Sinn in der Krise

Eine Lebenskrise bringt Dinge ins Wanken. Sie bringt Unsicherheit und oft schmerzhafte Erkenntnis, dass alt Bewährtes, Erhofftes oder Bekanntes nicht mehr trägt. Häufig führt eine Krise zum Zerbruch lang gehaltener Vorstellungen oder Lebensentwürfe. Ein Bericht von Dr. Sabine Pashkevich, Ärztin in der DGD Klinik Hohe Mark.

Durch eine solche Krise ging ich in dem Jahr als ich 50 wurde. Es war das Jahr 2011, als das Land, in dem ich in den vergangenen 19 Jahren mein Zuhause hatte, einen politischen Zusammenbruch erlebte, von dem es sich bis heute nicht erholt hat. Ein Land im mittleren Osten, in dem ich meinen Ehemann kennengelernt, unsere beiden Kinder zur Welt gebracht und mich in das Leben der einheimischen Bevölkerung als Ärztin und als Nachbarin investiert hatte. Von diesem Land und den liebgewordenen Menschen galt es sich jetzt zu verabschieden, ohne Hoffnung auf ein Wiedersehen. Ein Neuanfang mit 50 in Deutschland, wo ich außer meinen Eltern kaum jemanden kannte. Mit einem Ehemann, der nur Anfängerdeutsch sprach und 2 Teenagern, denen Deutschland fremd war und die aus einem englischsprachigen Schulsystem kamen. Wie heißt es so schön: jede Krise birgt auch eine Chance. Meine Chance war gekommen, den Glauben an einen liebenden Vater Gott, der mich bis hierhergebracht hatte, auf seine Tragfähigkeit zu testen.

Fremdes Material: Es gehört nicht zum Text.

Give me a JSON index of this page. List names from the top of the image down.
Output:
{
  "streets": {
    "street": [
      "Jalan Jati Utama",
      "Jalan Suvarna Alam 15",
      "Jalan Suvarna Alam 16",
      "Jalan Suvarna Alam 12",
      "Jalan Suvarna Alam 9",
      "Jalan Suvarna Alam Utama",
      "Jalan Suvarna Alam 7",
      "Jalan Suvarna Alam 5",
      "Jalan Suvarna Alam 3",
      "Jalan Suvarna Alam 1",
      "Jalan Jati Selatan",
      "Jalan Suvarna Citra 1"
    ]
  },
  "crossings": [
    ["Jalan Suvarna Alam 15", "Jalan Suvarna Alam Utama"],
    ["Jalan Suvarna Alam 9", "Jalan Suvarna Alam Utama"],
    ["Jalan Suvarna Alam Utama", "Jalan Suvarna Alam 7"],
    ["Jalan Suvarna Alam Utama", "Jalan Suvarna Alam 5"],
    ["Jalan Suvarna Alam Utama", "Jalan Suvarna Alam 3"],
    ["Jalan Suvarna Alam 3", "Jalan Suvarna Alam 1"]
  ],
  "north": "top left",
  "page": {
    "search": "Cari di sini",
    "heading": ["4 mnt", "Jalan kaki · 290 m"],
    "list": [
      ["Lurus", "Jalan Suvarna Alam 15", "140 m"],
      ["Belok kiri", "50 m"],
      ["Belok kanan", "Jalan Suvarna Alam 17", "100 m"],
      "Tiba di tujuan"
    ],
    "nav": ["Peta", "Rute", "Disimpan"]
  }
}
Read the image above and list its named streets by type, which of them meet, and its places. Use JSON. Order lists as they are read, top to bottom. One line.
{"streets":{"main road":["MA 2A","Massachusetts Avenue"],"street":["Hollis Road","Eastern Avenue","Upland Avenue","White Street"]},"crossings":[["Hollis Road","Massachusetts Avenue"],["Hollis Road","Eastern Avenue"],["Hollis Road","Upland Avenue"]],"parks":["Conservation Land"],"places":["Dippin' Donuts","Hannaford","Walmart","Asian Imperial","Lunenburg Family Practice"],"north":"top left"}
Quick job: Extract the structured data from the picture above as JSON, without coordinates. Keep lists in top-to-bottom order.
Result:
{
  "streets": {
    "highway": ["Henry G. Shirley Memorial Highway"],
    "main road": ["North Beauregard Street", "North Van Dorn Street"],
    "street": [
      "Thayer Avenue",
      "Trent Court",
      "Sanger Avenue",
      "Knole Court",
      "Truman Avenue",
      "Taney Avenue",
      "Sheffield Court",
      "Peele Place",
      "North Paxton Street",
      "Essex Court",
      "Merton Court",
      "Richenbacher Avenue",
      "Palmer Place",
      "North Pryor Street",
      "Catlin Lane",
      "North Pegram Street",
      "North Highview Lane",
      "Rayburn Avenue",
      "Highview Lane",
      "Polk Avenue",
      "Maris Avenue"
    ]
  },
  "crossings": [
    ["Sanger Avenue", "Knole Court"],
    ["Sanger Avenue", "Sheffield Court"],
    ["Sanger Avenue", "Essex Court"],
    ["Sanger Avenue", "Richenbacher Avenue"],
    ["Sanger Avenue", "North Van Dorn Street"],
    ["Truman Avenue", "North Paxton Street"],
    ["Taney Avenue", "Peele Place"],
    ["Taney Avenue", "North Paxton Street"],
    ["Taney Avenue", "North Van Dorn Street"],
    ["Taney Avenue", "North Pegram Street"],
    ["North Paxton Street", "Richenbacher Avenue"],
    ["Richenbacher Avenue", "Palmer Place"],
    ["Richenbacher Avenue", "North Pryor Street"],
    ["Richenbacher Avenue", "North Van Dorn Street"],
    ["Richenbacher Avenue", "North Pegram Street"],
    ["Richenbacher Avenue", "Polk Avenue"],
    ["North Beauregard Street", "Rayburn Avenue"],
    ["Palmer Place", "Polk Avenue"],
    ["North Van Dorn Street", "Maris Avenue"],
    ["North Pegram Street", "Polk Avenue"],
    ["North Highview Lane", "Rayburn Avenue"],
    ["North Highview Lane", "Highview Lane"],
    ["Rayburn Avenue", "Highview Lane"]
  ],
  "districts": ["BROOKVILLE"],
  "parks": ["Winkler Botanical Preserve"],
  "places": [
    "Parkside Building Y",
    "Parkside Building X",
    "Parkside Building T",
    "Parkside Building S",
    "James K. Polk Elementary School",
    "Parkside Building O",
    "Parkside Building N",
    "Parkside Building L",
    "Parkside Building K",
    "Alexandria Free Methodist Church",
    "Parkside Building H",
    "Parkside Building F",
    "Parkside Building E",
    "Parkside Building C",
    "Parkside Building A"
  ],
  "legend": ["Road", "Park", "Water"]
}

In der Bibel finde ich den Zuspruch Jesu, bei mir zur sein und mich zu versorgen. Beides hatte ich sehr nötig in meiner Situation. 

Sinnstiftende Arbeit 

Ich durfte die wunderbare Erfahrung machen, dass ich nicht nur die Kraft zu einem beruflichen Neustart als Ärztin bekam, sondern durch meine Arbeit an der Hohen Mark auch in ein soziales Netzwerk integriert wurde. Die Seelsorgerin der Klinik wurde zu einer Freundin. Durch die selbst erlebten Verluste und der damit verbundenen Trauer kann ich Menschen in Krisen in empathischer Weise begleiten und empfinde meine Arbeit bis heute als sinnstiftend. Immer wieder behandle ich Patienten und Patientinnen, die traumatische Erfahrungen in ihrer Kindheit gemacht haben. Von einigen bin ich in besonderer Weise berührt worden. 

Würde zusprechen 

Da ist zum Beispiel ein Patient, der von seiner Mutter schwerst misshandelt und gedemütigt wurde. Beim Erzählen seiner Geschichte bemerkte ich, dass ihm als Kind die Würde geraubt wurde und teilte ihm meinen Eindruck mit. Es war ein bewegender Moment, als er sich später selbst die Würde zusprechen konnte, die ihm seine Mutter versagt hatte. Dass ich ihn dabei als mütterliche Therapeutin begleiten durfte, war für uns beide von besonderer Bedeutung. 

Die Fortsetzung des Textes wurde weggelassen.